[[ PROVIDED ENTRIES, beginning ]]
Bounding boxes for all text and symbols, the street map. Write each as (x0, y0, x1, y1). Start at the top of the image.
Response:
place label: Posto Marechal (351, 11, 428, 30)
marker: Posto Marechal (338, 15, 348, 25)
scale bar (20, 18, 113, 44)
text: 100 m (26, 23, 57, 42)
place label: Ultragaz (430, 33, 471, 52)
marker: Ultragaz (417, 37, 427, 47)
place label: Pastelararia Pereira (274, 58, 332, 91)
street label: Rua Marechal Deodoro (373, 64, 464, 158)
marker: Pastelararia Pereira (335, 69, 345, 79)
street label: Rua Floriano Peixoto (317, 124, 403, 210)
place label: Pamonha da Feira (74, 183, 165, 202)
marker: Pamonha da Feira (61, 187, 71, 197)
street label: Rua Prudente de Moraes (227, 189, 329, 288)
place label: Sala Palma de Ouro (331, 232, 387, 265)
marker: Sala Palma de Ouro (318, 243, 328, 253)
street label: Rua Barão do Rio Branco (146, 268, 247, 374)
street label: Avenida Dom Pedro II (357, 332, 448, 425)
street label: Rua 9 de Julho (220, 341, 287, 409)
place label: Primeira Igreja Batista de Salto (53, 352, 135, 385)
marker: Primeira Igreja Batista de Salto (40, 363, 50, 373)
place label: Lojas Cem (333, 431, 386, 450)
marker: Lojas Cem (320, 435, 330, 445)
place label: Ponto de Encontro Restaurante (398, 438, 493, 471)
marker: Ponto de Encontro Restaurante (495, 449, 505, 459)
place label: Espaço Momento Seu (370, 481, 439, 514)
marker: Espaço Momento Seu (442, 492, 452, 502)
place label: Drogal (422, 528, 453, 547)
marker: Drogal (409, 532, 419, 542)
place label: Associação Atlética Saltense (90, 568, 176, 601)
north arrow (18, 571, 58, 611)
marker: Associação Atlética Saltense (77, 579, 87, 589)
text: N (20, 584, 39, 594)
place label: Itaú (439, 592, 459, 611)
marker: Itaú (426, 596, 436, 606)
[[ PROVIDED ENTRIES, end ]]
Repeat every line of the listing, word for word.

Bounding boxes for all text and symbols, the street map. Write each as (x0, y0, x1, y1). Start at the top of the image.
Response:
place label: Posto Marechal (351, 11, 428, 30)
marker: Posto Marechal (338, 15, 348, 25)
scale bar (20, 18, 113, 44)
text: 100 m (26, 23, 57, 42)
place label: Ultragaz (430, 33, 471, 52)
marker: Ultragaz (417, 37, 427, 47)
place label: Pastelararia Pereira (274, 58, 332, 91)
street label: Rua Marechal Deodoro (373, 64, 464, 158)
marker: Pastelararia Pereira (335, 69, 345, 79)
street label: Rua Floriano Peixoto (317, 124, 403, 210)
place label: Pamonha da Feira (74, 183, 165, 202)
marker: Pamonha da Feira (61, 187, 71, 197)
street label: Rua Prudente de Moraes (227, 189, 329, 288)
place label: Sala Palma de Ouro (331, 232, 387, 265)
marker: Sala Palma de Ouro (318, 243, 328, 253)
street label: Rua Barão do Rio Branco (146, 268, 247, 374)
street label: Avenida Dom Pedro II (357, 332, 448, 425)
street label: Rua 9 de Julho (220, 341, 287, 409)
place label: Primeira Igreja Batista de Salto (53, 352, 135, 385)
marker: Primeira Igreja Batista de Salto (40, 363, 50, 373)
place label: Lojas Cem (333, 431, 386, 450)
marker: Lojas Cem (320, 435, 330, 445)
place label: Ponto de Encontro Restaurante (398, 438, 493, 471)
marker: Ponto de Encontro Restaurante (495, 449, 505, 459)
place label: Espaço Momento Seu (370, 481, 439, 514)
marker: Espaço Momento Seu (442, 492, 452, 502)
place label: Drogal (422, 528, 453, 547)
marker: Drogal (409, 532, 419, 542)
place label: Associação Atlética Saltense (90, 568, 176, 601)
north arrow (18, 571, 58, 611)
marker: Associação Atlética Saltense (77, 579, 87, 589)
text: N (20, 584, 39, 594)
place label: Itaú (439, 592, 459, 611)
marker: Itaú (426, 596, 436, 606)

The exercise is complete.